WORK TASK:
Below are some records; work out how many of their lines contain "Doutor" and give the number only.

---------- EXERCISE INPUT ----------

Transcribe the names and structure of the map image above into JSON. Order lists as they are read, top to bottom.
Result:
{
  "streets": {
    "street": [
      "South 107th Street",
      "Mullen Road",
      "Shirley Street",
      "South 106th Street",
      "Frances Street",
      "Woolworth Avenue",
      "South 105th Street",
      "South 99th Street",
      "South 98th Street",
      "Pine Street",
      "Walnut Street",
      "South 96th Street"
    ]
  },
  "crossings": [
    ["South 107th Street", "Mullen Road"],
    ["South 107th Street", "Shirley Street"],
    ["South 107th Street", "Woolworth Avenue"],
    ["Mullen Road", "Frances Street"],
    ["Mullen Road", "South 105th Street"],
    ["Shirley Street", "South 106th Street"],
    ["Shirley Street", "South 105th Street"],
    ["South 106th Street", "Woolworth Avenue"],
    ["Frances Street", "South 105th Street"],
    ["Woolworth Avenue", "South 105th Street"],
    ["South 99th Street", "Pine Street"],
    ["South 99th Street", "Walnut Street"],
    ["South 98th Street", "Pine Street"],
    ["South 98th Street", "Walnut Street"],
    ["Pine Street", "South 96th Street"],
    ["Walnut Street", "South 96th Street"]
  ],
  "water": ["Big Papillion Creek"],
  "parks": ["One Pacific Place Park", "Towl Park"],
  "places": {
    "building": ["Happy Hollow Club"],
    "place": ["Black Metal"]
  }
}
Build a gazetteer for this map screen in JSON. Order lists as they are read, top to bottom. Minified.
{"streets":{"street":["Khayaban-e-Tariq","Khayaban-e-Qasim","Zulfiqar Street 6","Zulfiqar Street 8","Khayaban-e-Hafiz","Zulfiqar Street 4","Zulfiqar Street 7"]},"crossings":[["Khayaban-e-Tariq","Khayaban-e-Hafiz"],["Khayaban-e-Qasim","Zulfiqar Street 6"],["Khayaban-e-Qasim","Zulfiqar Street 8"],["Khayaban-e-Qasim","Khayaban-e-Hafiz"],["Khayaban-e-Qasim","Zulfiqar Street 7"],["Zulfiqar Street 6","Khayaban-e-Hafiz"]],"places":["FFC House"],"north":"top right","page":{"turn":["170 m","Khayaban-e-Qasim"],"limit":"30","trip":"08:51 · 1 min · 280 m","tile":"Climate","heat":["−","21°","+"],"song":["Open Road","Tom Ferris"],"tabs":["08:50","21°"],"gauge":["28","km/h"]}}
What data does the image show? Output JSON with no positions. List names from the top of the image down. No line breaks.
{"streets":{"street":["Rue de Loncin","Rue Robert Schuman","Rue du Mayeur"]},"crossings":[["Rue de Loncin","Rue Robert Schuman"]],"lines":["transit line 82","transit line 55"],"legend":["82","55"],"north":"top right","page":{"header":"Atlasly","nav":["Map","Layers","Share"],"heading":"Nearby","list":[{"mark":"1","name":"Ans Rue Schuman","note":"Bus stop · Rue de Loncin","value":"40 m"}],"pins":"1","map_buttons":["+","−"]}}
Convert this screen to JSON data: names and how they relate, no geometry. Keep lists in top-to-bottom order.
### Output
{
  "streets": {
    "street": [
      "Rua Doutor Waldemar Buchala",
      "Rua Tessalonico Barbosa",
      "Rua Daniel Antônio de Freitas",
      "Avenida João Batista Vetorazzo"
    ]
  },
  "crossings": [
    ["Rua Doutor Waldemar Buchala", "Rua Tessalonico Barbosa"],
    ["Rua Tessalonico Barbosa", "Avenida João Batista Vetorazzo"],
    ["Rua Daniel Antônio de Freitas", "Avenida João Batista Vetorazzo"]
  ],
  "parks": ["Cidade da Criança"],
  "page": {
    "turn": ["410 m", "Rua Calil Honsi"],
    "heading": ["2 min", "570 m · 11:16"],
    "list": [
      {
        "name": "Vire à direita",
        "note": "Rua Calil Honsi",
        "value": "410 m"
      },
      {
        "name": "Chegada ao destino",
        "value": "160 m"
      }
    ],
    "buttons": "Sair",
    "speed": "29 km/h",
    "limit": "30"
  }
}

----------

SOLVED EXERCISE:
2